*Task goal*: Scan the data below for the string "serif". Copy every line where it appears.
Start of The input
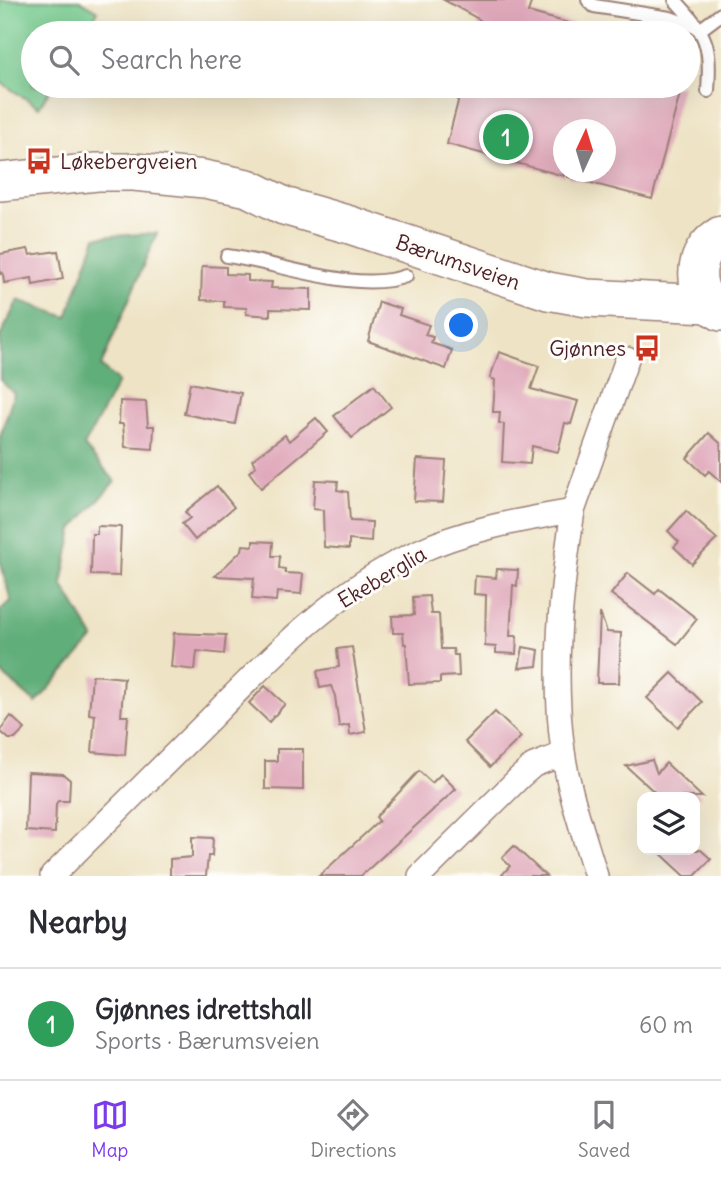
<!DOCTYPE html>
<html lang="en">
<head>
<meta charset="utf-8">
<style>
	:root { --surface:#fff; --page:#f2f2f3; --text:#2b2b33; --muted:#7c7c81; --line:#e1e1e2; --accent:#7c3aed }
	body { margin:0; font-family:Delius,sans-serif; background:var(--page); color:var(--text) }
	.controls { position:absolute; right:21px; bottom:21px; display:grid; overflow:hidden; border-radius:14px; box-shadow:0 7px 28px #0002 }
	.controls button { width:63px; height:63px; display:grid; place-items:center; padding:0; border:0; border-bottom:2px solid var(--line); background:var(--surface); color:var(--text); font:35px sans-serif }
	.compass { position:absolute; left:553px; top:119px; width:63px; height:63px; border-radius:50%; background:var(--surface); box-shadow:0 7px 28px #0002; rotate:4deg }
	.you { position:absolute; left:462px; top:326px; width:24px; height:24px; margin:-18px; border:5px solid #fff; border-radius:50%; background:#1a73e8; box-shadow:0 0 0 10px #1a73e833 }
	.badge { display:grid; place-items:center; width:46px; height:46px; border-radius:50%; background:var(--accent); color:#fff; font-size:23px; font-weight:700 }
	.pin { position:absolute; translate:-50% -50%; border:4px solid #fff; box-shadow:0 2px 7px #0006 }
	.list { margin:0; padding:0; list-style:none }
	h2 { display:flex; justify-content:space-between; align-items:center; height:91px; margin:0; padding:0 28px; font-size:30px }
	h2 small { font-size:23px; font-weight:400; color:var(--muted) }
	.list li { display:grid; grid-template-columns:46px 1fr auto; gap:21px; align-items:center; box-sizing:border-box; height:112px; padding:0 28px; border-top:2px solid var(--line) }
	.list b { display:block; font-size:26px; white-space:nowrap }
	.list p { margin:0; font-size:23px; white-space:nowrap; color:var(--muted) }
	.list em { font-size:23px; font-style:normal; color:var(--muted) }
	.icon { flex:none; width:38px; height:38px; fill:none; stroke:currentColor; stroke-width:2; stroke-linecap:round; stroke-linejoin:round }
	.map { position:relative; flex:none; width:721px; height:876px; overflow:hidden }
	.search { position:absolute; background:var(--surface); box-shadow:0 7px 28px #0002; left:21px; right:21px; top:21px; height:77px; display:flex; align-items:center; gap:18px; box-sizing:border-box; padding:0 24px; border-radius:38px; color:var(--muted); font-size:26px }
	.sheet { height:203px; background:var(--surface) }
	nav { display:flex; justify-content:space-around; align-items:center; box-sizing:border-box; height:98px; border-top:2px solid var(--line); background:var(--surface); font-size:19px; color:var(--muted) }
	nav a { display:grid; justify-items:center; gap:4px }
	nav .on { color:var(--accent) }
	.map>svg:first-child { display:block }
	.green { fill:#75ca8e; stroke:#60745c; stroke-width:2 }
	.forest { fill:#60ae79; stroke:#556652; stroke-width:2 }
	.building { fill:#e0a9bb }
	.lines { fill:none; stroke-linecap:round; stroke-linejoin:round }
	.lane-casing { stroke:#9c8178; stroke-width:16 }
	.street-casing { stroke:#9c8178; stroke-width:26 }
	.primary-casing { stroke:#9c8178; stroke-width:40 }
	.lane { stroke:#fff; stroke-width:12 }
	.street { stroke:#fff; stroke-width:23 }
	.primary { stroke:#fff; stroke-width:37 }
	.labels { text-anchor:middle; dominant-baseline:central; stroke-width:6; stroke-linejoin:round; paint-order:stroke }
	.poi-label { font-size:21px; fill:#4a1f2b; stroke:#fdfcf7; text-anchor:start }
	.street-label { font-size:21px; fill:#4a1f2b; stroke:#fdfcf7 }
</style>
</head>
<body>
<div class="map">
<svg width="721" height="876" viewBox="0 0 721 876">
	<rect width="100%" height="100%" fill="#fdfcf7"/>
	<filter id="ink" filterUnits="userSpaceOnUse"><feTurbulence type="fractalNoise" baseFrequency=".0143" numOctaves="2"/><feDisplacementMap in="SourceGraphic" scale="14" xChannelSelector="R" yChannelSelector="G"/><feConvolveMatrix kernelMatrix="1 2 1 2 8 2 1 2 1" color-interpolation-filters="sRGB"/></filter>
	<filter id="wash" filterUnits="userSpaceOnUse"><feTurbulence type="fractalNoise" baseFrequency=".00686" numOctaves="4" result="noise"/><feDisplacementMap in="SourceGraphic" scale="28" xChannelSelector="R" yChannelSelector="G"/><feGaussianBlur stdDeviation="1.57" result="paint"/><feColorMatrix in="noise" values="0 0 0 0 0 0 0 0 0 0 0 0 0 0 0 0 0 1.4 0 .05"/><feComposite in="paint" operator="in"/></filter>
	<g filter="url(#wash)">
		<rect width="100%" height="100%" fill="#eee3c5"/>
		<!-- green -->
		<polygon class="green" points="0,0 80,0 98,11 85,33 33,33 33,86 52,86 39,107 0,82"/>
		<!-- forest -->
		<polygon class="forest" points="157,233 101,366 118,382 84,446 115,481 73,529 62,584 94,638 36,703 0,672 0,610 11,601 0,561 0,437 14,393 0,380 0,337 18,300 67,317 96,237"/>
		<g id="blocks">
			<!-- building -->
			<g class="building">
				<polygon points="444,0 532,0 528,12 587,28 586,33 476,33 480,20"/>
				<polygon points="462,86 682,86 652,199 568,177 569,172 606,172 606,130 564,130 564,176 447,144"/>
				<polygon points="28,249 30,255 58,251 63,279 33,285 32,278 4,283 3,273 0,274 0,254"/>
				<polygon points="202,266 226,267 226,274 248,275 248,281 272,282 271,288 311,289 311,310 270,309 270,316 246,314 247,308 224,307 224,301 201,300"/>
				<polygon points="379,302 401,309 399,315 429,325 425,335 433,337 431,343 452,350 446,369 368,341"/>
				<polygon points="499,352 539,366 531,389 578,401 571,424 565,423 558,452 532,446 530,464 502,462 504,424 499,423 500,412 493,412 495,380 490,378"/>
				<polygon points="190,383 241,393 235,424 184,414"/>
				<polygon points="374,385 391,407 352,438 334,416"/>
				<polygon points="120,401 146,402 148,426 154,426 153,449 125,447 123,424 119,424"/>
				<polygon points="316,418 328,432 261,488 249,472 256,466 252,460 285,435 289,441"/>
				<polygon points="709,433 721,444 721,482 709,471 705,475 687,458"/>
				<polygon points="417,459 446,461 443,502 414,501"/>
				<polygon points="315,480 338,481 337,490 348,492 350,521 372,522 371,542 349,540 349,549 324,547 323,510 313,509"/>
				<polygon points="217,486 234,507 195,540 182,524 190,518 185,512"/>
				<polygon points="686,511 717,539 692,564 674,547 679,542 668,531"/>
				<polygon points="97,526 121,527 119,576 91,575 92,534 97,534"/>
				<polygon points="253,541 273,542 272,556 280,556 279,568 285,569 285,573 303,574 301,594 277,592 276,601 252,599 254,578 215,576 242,550 243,545 253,546"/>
				<polygon points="497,569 518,570 517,586 513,585 510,636 517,636 516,654 496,653 496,647 485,646 486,595 474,594 475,576 496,578"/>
				<polygon points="628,573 655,594 659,589 697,619 677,644 611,594"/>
				<polygon points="429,596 431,614 439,614 441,649 453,649 454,655 458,655 459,676 440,677 440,683 409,684 406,644 404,644 403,633 393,633 392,616 414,615 413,597"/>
				<polygon points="600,613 607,632 621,633 619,683 597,683"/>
				<polygon points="174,633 226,635 224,654 197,651 195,670 171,667"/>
				<polygon points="352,647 366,732 350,735 349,725 339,727 335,696 331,686 320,688 317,671 339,667 337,649"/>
				<polygon points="523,647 539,650 537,666 519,668"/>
				<polygon points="672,673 702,702 678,727 647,698"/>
				<polygon points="92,675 124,678 121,716 128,716 125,755 92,752 95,715 89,714"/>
				<polygon points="265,686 285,704 269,722 249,703"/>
				<polygon points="495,712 521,737 490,767 465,742"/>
				<polygon points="11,716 25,729 15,739 9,739 0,731"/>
				<polygon points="277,749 303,749 303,790 265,789 265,761 277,761"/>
				<polygon points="652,760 657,773 666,763 702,797 660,797 626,766"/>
				<polygon points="419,771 432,783 441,774 456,789 361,876 319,876 379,821 376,817"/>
				<polygon points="28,772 63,774 70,780 69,801 58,801 56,804 55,833 26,831"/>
				<polygon points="192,837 213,838 212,856 208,856 206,876 170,876 170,859 192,857"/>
				<polygon points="514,846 546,876 501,876 510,866 502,858"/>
				<polygon points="657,850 701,850 711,859 695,876 685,876"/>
			</g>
		</g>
	</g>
	<g filter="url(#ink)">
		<use href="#blocks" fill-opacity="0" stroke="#9c8178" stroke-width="2"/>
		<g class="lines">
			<!-- lane casing -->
			<g class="lane-casing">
				<g id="lane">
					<polyline points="588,0 594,6 670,18 701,29"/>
					<path d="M675,0C707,35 711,43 708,91"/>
					<polyline points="701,29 721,14"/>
					<path d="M227,256C281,263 356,294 406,276"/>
				</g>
			</g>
			<!-- street casing -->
			<g class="street-casing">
				<g id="street">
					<polyline points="573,511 627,359"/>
					<path d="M52,876C105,824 157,771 210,719C271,657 334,591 415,553C464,530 519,520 573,511C561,590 552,672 563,751C569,794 584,835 596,876"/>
					<polyline points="420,876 520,777 534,765 563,754"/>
				</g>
			</g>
			<!-- primary casing -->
			<g class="primary-casing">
				<g id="primary">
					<polyline points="0,182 97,172 134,172 204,179 248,188 284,206 350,225 548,291 587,298 709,304"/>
					<path d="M721,235C691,252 689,295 721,312"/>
				</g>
			</g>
			<!-- lane -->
			<use href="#lane" class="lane"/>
			<!-- street -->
			<use href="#street" class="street"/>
			<!-- primary -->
			<use href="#primary" class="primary"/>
		</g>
	</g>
	<!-- icons -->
	<defs>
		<g id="bus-bare" transform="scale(2.1)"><path d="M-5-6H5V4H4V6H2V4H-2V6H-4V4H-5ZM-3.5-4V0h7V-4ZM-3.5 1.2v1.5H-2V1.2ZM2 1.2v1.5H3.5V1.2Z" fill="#c8321e" stroke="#fdfcf7" stroke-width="2.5" paint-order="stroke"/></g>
	</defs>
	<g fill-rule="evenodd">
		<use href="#bus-bare" x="39" y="161"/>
		<use href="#bus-bare" x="647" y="348"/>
	</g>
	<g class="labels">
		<!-- poi labels -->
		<g class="poi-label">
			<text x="60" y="161">Løkebergveien</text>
			<text x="626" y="348" text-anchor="end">Gjønnes</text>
		</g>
		<!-- street labels -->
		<g class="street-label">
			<text transform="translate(458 262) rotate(19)">Bærumsveien</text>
			<text transform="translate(382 577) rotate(-31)">Ekeberglia</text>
		</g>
	</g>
</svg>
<div class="controls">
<button><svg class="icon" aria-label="layers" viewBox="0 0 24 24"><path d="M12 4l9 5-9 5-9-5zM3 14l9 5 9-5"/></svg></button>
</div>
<svg class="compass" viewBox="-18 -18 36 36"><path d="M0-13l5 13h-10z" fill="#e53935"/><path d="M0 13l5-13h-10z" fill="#7c7c81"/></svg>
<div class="you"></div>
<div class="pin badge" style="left:506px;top:137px;background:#2e9e5b">1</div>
<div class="search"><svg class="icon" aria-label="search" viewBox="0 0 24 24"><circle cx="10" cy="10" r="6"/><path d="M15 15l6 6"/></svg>Search here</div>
</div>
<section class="sheet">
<h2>Nearby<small></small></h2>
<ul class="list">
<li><span class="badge" style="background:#2e9e5b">1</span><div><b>Gjønnes idrettshall</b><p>Sports · Bærumsveien</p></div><em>60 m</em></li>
</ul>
</section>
<nav>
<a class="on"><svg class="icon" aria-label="map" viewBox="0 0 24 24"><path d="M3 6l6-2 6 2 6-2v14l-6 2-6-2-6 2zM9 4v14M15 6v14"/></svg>Map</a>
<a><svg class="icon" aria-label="directions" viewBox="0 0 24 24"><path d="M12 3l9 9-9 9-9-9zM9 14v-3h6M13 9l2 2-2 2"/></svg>Directions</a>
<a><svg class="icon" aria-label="saved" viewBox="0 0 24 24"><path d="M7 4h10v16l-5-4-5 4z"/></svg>Saved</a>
</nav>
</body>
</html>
End of The input
*Problem solution*:
	body { margin:0; font-family:Delius,sans-serif; background:var(--page); color:var(--text) }
	.controls button { width:63px; height:63px; display:grid; place-items:center; padding:0; border:0; border-bottom:2px solid var(--line); background:var(--surface); color:var(--text); font:35px sans-serif }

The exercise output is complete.